In general, we are faced with a situation where the number of treatments is specified, and the block size, or number of experimental units per block (k) is given. This is usually a constraint given from the experimental situation. And then, the researcher must decide how many blocks are needed to run and how many replicates that provides in order to achieve the precision or the power that you want for the test.
Example 2
Here is another example of an incidence matrix for allocating treatments and replicates in an incomplete block design. Let's take an example where k = 2, still t = 4, and b = 4. That gives us a case r = 2. In This case we could design our incidence matrix so that it might look like this:
This example has two observations per block so k = 2 in each case and for all treatments r = 2.
Balanced Incomplete Block Design (BIBD)
A BIBD is an incomplete block design where all pairs of treatments occur together within a block an equal number of times ( \(\lambda\) ). In general, we will specify \(\lambda_{ii^\prime}\) as the number of times treatment \(i\) occurs with \(i^\prime\), in a block.
Let's look at previous cases. How many times does treatment one and two occur together in this first example design?
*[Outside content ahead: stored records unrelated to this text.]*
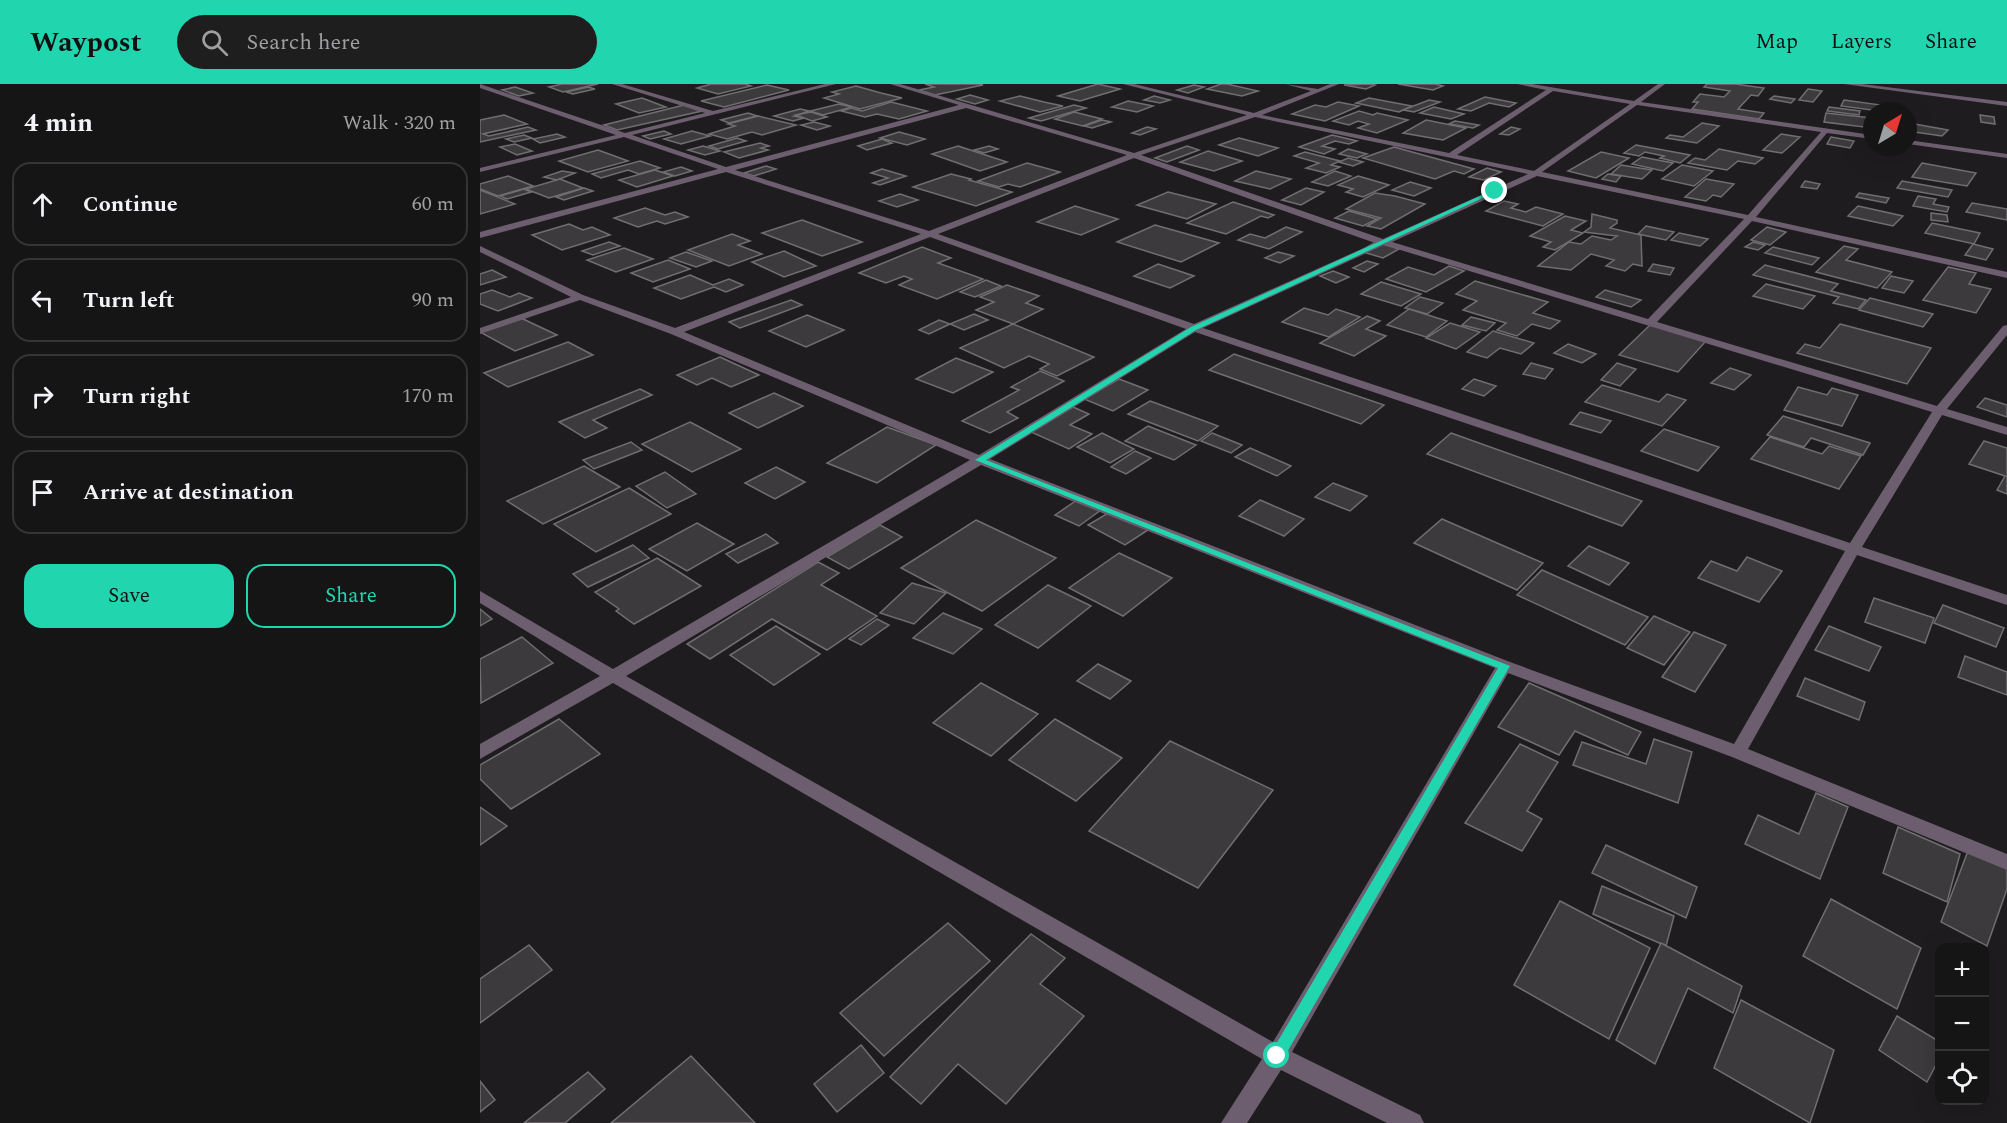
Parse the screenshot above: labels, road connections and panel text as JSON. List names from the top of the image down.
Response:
{
  "north": "top right",
  "page": {
    "header": "Waypost",
    "search": "Search here",
    "nav": ["Map", "Layers", "Share"],
    "heading": ["4 min", "Walk · 320 m"],
    "list": [
      ["Continue", "60 m"],
      ["Turn left", "90 m"],
      ["Turn right", "170 m"],
      "Arrive at destination"
    ],
    "buttons": ["Save", "Share"],
    "map_buttons": ["+", "−"]
  }
}
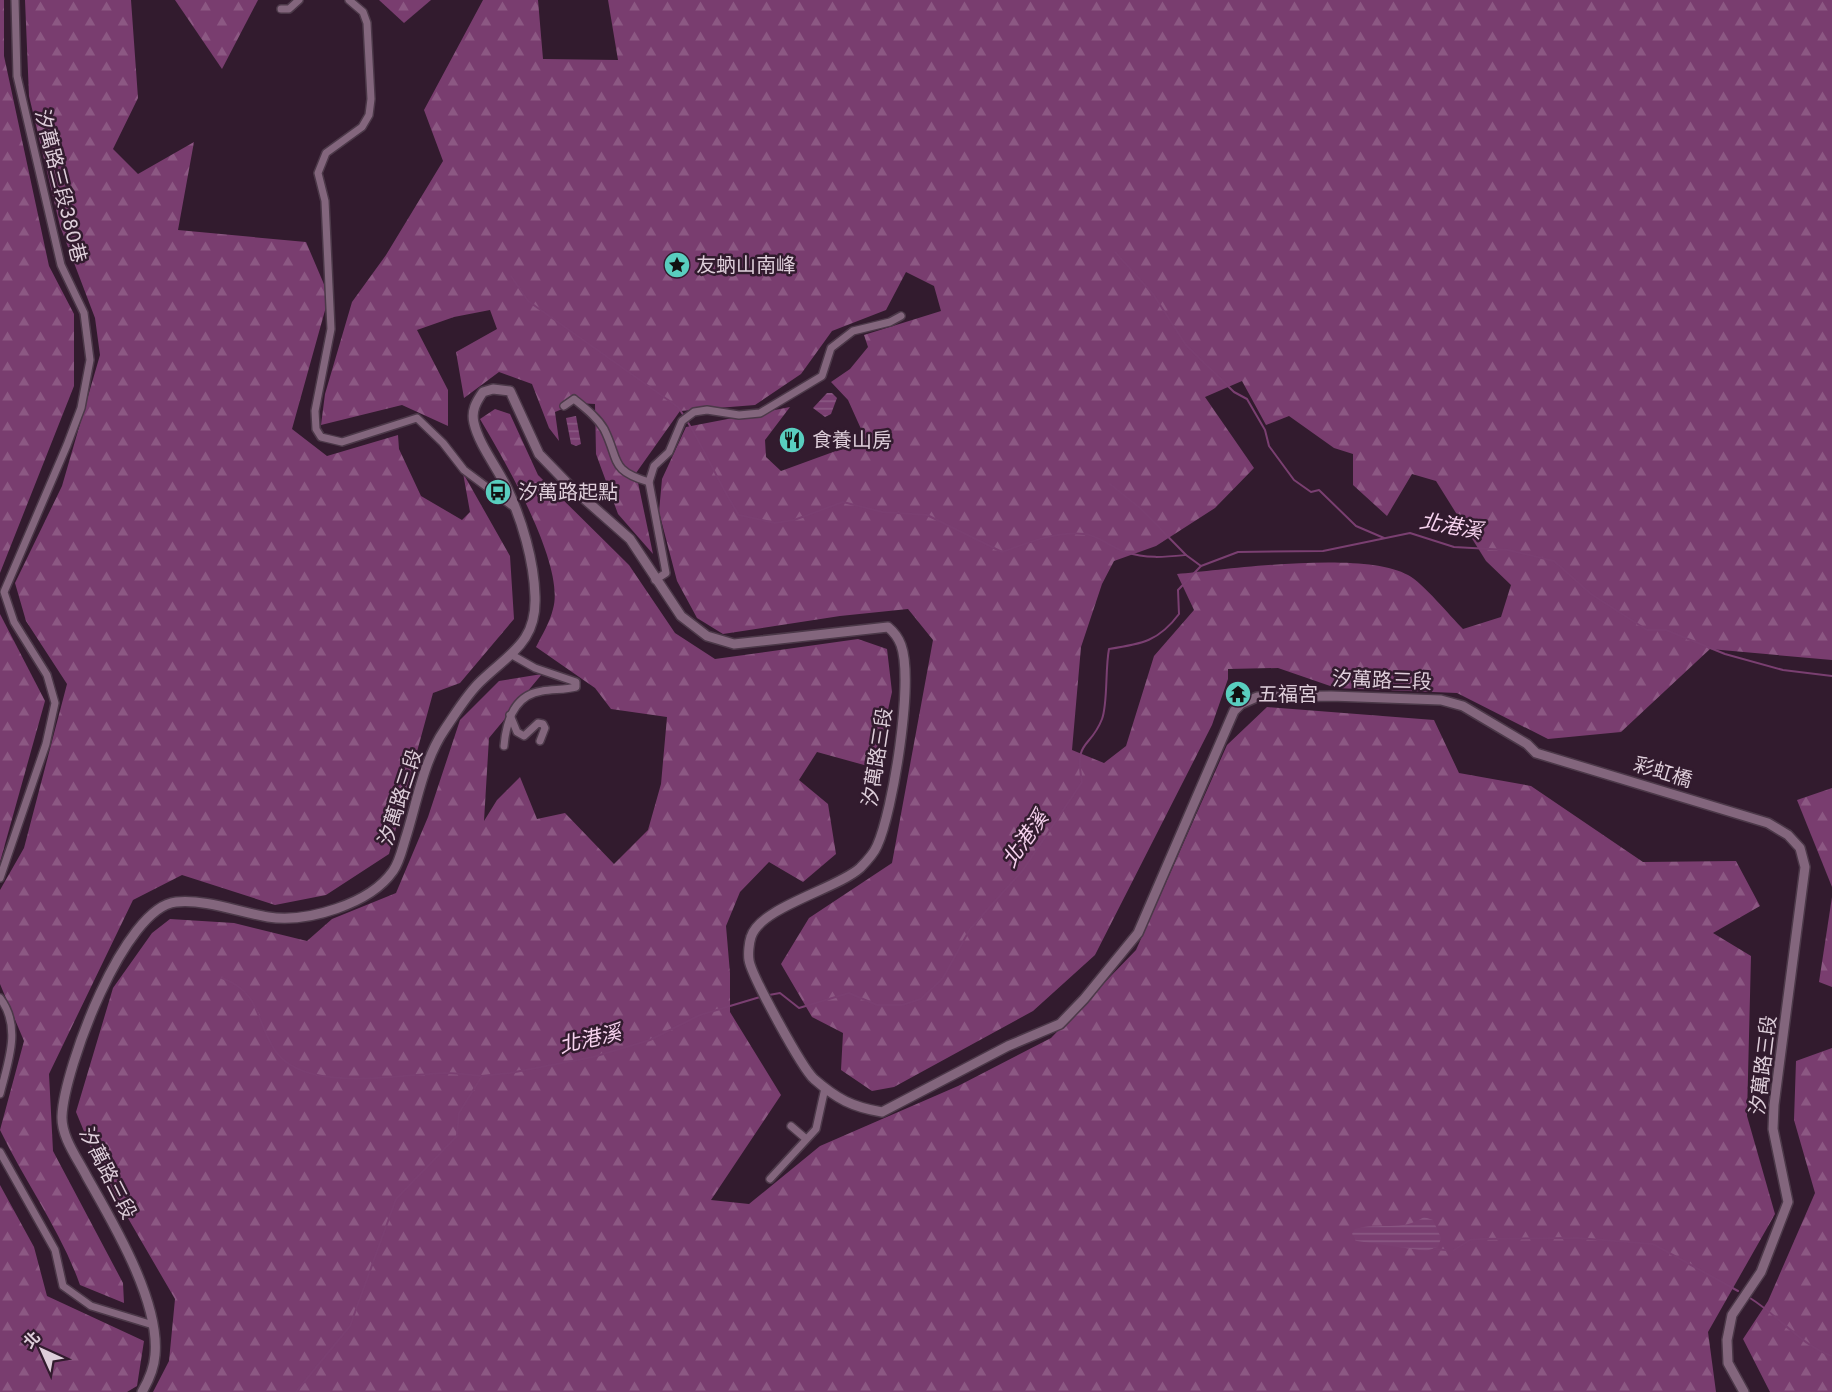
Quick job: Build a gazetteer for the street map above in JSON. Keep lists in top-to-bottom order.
{
  "streets": {
    "street": ["汐萬路三段380巷", "汐萬路三段", "彩虹橋"]
  },
  "crossings": [
    ["汐萬路三段", "彩虹橋"]
  ],
  "water": ["北港溪"],
  "places": {
    "place": ["友蚋山南峰"],
    "restaurant": ["食養山房"],
    "bus stop": ["汐萬路起點"],
    "temple": ["五福宮"]
  },
  "north": "top left"
}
It occurs together in block 2 and then again in block 4 (highlighted in light blue). So, \(\lambda_{12} = 2\). If we look at treatment one and three, this occurs together in block one and in block two therefore \(\lambda_{13} = 2\). In this design, you can look at all possible pairs. Let's look at 1 and 4 - they occur together twice, 2 and 3 occur together twice, 2 and 4 twice, and 3 and 4 occur together twice. For this design \(\lambda_{ii^\prime} = 2\) for all \(ii^\prime\) treatment pairs defining the concept of balance in this incomplete block design.
If the number of times treatments occur together within a block is equal across the design for all pairs of treatments then we call this a balanced incomplete block design (BIBD).
Now look at the incidence matrix for the second example.
We can see that:
\(\lambda_{12}\) occurs together 0 times.
\(\lambda_{13}\) occurs together 2 times.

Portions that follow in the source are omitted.